New mechanisms discovered to separate air molecules
Nanoscale holes in graphene (called "nanowindows") can selectively choose which type of air molecules can pass through.
Scientists from Shinshu University and PSL University, France, theoretically proved the concerted motion of the nanowindow rim to selectively allow molecules to pass in a fast, energy-efficient way. This brings up new possibilities to create an advanced molecular separation membrane technology.
The atomic vibration of the nanowindow rim changes the effective nanowidow size. When the rim of one side is deviated and the other is deviated to the opposite direction, the effective nanowindow size becomes larger than when the rim does not move. This effect is predominant for molecules of oxygen, nitrogen and argon, inducing an efficient separation of oxygen from air.
The study considered separation of the main components of air: oxygen, nitrogen and argon. The molecular sizes of oxygen, nitrogen and argon are 0.299, 0.305, and 0.363 nanometers (nm). The researchers compared the permeation of these molecules on six differently sized nanowindows (of 0.257 nm, 0.273 nm, 0.297 nm, 0.330 nm, 0.370 nm, and 0.378 nm).
Nanowindows were prepared by oxidation treatment. Thus, their rims are passivated with hydrogen and oxygen atoms, which have an essential role for selective permeation.
Surprisingly, the molecules permeate through nanowindows even when the rigid nanowindow size is smaller than the target molecular size. For example, O2 permeates faster through 0.29 nm nanowindows than 0.33 nm nanowindows. The difference in permeation rate is associated with the interaction of the molecule with the nanowidow rim and graphene. The mechanism is explained using interaction energy and vibrational motion of the oxygen and hydrogen at the nanowindow rim. In the nanoscale, the local electric field coming from the nanowindow rim having hydrogen and oxygen atoms is large enough to determine the orientation of oxygen and nitrogen molecules, giving a highly selective permeation through nanowindows smaller than oxygen molecules. This selectivity depends on the structure and property of a gas molecule and the geometry (size and shape) and rim chemistry of nanowindows.
The concerted orientational motions of the hydrogen and oxygen atoms at the nanowindow rim caused by thermal vibrations change the effective size of the window approximately 0.01 nm. The concerted vibration at the nanowindow rim can open the nanowindow for preferable molecules (oxygen gas in this case).
This study evaluated mixed gas permeation to measure selectivities. Separation efficiencies exceeded 50 and 1500 for O2/N2 and O2/Ar at room temperature, respectively. The current membranes have obtained permeation rate selectivities 6 for O2/N2 but at the same time, they lack a high permeation rate.
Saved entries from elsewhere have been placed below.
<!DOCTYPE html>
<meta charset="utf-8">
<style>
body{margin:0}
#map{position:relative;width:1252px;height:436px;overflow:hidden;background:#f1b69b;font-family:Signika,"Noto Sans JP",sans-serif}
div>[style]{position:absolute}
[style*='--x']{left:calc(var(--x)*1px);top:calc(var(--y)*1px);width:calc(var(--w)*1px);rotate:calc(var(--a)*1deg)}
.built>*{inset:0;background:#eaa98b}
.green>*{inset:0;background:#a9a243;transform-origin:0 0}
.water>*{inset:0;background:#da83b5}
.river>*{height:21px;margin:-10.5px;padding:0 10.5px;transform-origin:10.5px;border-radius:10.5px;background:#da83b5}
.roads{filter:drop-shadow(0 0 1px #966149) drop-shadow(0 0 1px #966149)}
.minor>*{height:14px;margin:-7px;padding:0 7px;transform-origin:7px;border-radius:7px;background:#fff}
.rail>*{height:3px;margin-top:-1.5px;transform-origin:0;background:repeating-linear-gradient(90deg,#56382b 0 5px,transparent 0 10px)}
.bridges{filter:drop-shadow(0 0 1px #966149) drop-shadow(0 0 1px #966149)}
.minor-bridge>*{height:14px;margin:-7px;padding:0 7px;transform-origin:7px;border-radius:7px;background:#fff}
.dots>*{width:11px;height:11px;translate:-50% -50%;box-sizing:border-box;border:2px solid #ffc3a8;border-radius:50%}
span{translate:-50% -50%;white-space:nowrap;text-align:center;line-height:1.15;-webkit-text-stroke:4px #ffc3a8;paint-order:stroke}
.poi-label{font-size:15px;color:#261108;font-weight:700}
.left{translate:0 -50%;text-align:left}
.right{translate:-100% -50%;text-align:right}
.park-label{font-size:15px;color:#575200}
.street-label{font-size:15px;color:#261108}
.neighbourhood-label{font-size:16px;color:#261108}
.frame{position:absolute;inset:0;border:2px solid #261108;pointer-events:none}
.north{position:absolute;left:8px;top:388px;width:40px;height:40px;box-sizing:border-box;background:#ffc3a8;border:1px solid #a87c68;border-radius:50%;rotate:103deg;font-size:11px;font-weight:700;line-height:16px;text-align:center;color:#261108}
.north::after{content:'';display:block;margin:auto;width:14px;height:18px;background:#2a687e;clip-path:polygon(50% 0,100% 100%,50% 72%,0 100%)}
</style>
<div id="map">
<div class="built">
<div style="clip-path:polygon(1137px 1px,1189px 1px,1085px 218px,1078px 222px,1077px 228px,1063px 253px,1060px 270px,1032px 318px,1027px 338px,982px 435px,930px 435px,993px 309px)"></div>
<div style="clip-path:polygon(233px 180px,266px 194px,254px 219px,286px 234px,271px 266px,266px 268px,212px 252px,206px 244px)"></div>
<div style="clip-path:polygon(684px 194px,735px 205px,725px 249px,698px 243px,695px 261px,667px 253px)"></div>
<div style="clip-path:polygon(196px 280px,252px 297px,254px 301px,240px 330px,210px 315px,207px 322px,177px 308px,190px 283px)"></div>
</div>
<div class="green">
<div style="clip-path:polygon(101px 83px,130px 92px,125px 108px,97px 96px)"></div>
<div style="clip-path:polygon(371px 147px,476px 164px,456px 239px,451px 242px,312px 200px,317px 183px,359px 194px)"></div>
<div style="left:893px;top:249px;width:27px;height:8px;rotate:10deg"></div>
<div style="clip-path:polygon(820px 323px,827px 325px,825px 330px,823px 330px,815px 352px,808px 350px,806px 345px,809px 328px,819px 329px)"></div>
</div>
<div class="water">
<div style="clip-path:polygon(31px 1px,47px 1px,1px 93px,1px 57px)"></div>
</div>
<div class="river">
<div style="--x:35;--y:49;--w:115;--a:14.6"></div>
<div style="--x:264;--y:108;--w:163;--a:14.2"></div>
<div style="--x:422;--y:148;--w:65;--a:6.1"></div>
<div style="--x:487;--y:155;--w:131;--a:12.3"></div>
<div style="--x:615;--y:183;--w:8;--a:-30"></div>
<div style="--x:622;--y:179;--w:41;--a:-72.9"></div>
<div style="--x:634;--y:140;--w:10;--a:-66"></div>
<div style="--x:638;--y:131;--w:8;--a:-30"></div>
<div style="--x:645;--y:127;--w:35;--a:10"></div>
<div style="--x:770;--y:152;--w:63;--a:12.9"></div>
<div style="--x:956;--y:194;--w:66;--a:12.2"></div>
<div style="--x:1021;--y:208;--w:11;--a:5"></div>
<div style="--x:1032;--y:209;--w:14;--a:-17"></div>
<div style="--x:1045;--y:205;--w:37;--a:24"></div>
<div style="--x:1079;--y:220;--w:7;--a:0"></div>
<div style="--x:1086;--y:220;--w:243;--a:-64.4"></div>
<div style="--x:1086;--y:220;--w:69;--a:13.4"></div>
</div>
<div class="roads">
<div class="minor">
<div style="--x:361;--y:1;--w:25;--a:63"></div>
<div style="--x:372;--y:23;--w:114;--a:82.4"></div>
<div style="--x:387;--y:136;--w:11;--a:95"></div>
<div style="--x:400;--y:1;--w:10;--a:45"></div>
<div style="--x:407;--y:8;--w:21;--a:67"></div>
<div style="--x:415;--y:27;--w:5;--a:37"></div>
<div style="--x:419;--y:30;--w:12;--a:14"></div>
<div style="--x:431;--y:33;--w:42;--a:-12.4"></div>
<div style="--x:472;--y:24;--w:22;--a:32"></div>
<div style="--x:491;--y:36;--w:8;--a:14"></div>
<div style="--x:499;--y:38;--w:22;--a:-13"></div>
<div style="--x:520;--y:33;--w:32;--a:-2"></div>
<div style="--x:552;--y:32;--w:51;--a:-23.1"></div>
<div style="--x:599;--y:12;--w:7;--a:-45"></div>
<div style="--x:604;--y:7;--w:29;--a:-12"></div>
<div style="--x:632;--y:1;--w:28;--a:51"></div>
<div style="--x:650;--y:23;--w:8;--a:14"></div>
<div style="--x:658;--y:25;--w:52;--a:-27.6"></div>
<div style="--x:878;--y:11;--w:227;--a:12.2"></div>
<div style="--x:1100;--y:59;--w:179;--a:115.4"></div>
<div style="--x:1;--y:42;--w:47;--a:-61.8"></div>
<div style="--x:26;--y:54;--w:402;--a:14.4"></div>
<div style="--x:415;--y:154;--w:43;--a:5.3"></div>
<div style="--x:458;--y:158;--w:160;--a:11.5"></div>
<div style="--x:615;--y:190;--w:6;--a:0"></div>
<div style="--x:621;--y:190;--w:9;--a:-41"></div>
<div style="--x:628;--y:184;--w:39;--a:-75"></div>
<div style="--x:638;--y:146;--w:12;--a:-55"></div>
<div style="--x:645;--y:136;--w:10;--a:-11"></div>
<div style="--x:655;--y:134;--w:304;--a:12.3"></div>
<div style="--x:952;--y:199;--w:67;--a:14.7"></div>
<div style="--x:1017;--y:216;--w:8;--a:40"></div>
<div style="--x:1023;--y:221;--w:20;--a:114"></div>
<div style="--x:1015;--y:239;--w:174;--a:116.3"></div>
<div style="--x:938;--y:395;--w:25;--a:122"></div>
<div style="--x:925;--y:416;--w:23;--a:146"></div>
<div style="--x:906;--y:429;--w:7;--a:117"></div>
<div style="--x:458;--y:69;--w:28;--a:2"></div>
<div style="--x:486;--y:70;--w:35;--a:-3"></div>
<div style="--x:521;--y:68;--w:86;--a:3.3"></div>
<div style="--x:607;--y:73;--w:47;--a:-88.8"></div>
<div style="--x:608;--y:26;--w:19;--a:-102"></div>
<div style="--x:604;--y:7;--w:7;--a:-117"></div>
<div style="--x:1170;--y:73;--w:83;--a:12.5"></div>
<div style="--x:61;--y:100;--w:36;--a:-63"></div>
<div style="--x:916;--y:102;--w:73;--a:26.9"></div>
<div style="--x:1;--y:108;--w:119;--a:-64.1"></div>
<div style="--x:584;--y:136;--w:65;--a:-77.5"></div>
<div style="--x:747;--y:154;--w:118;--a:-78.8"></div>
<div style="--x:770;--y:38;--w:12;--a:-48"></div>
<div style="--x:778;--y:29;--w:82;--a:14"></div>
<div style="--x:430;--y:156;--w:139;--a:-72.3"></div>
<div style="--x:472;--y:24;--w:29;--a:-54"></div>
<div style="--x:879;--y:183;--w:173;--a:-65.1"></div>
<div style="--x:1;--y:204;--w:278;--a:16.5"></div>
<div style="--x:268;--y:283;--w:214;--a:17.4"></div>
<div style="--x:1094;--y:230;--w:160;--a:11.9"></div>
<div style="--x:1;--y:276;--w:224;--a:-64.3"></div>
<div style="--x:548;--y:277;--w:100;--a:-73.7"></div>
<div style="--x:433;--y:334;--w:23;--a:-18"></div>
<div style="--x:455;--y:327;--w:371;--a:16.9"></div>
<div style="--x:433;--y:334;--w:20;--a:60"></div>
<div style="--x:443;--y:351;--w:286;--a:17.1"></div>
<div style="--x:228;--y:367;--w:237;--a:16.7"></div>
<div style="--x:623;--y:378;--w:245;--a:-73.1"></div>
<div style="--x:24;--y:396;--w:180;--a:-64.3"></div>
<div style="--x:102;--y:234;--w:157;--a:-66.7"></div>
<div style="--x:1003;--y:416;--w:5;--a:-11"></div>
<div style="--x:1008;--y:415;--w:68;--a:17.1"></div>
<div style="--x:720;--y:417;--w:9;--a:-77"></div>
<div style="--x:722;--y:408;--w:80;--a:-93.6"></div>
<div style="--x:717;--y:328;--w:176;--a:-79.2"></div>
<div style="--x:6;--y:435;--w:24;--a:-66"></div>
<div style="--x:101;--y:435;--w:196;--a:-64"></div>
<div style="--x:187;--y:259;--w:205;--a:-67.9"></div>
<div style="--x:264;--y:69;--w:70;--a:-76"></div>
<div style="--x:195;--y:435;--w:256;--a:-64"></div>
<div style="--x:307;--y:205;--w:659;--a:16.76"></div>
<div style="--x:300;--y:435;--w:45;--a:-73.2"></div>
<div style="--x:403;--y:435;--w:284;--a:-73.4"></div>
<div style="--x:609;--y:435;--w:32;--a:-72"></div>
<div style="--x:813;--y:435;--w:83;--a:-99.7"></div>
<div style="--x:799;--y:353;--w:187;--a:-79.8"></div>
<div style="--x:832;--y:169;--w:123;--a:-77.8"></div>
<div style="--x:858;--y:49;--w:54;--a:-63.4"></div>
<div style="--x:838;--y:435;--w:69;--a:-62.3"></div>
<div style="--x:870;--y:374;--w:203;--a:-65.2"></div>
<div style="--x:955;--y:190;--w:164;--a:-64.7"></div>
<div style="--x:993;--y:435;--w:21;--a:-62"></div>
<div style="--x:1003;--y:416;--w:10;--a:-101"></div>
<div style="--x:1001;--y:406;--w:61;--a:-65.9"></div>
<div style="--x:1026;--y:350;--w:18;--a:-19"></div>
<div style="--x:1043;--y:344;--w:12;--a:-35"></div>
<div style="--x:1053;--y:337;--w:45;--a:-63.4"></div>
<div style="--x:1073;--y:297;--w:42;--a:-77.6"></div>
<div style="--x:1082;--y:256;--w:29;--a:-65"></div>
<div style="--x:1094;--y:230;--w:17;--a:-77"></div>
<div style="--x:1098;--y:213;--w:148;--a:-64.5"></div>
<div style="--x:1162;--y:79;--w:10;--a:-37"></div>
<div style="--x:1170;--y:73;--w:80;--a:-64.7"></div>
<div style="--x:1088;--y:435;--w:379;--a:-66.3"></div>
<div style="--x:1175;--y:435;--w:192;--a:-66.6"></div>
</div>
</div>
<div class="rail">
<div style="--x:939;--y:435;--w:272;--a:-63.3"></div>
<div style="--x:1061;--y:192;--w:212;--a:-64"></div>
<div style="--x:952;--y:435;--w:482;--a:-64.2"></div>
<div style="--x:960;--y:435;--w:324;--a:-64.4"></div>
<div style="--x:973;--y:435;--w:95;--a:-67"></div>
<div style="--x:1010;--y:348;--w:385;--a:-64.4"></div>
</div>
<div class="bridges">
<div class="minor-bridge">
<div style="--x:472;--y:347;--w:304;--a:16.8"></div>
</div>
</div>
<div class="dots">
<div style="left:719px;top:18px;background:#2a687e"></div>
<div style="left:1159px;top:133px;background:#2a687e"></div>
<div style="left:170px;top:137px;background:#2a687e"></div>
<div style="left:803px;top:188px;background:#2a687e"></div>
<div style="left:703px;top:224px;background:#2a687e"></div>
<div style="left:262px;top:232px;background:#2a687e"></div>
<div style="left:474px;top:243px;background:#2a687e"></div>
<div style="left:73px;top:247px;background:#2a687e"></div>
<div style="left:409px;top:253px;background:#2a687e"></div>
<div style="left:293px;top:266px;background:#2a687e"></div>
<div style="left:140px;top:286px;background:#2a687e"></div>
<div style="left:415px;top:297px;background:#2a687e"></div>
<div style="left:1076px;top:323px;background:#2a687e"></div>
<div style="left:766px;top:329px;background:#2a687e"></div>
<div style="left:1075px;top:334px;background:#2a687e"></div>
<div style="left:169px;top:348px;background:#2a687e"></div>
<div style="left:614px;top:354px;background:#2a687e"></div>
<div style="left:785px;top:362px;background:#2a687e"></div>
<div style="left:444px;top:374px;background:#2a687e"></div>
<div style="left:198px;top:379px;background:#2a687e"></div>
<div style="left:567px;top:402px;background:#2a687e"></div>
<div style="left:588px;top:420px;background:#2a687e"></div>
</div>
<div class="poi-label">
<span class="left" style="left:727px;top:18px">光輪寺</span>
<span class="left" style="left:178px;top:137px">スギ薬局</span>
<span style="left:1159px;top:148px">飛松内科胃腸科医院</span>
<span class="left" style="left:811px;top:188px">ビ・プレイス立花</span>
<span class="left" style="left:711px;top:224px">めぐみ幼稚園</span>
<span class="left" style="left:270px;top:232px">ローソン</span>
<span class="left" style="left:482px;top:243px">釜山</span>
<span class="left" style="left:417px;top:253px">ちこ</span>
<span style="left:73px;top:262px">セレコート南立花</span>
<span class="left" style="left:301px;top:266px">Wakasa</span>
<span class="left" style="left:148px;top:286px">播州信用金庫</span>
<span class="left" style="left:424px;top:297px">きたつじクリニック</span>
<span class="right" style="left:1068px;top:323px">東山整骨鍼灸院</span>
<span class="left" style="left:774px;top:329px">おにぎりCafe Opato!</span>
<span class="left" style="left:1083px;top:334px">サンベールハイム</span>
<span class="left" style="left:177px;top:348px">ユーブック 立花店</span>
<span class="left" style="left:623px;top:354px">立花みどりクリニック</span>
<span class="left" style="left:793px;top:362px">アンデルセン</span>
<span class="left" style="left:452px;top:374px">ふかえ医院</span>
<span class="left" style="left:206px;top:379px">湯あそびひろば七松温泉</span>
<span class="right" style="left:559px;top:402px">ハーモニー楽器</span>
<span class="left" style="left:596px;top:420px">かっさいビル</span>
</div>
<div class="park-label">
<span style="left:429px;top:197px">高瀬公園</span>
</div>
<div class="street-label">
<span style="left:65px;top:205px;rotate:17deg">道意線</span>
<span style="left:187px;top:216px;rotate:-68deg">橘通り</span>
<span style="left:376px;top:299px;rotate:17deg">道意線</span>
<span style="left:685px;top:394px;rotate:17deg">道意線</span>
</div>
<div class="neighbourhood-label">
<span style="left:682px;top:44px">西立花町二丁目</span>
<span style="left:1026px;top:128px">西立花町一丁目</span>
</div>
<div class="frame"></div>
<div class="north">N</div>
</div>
This shows promising possibility of the dynamic nanowindows in the graphene.
Air separation in industry uses distillation, which consumes a large amount of energy. Gases used in this study are widely employed in industries such as medicine, food and steel production. Development of the dynamic nanowindow-embedded graphenes will save a large amount of energy and provide safer and more efficient processes.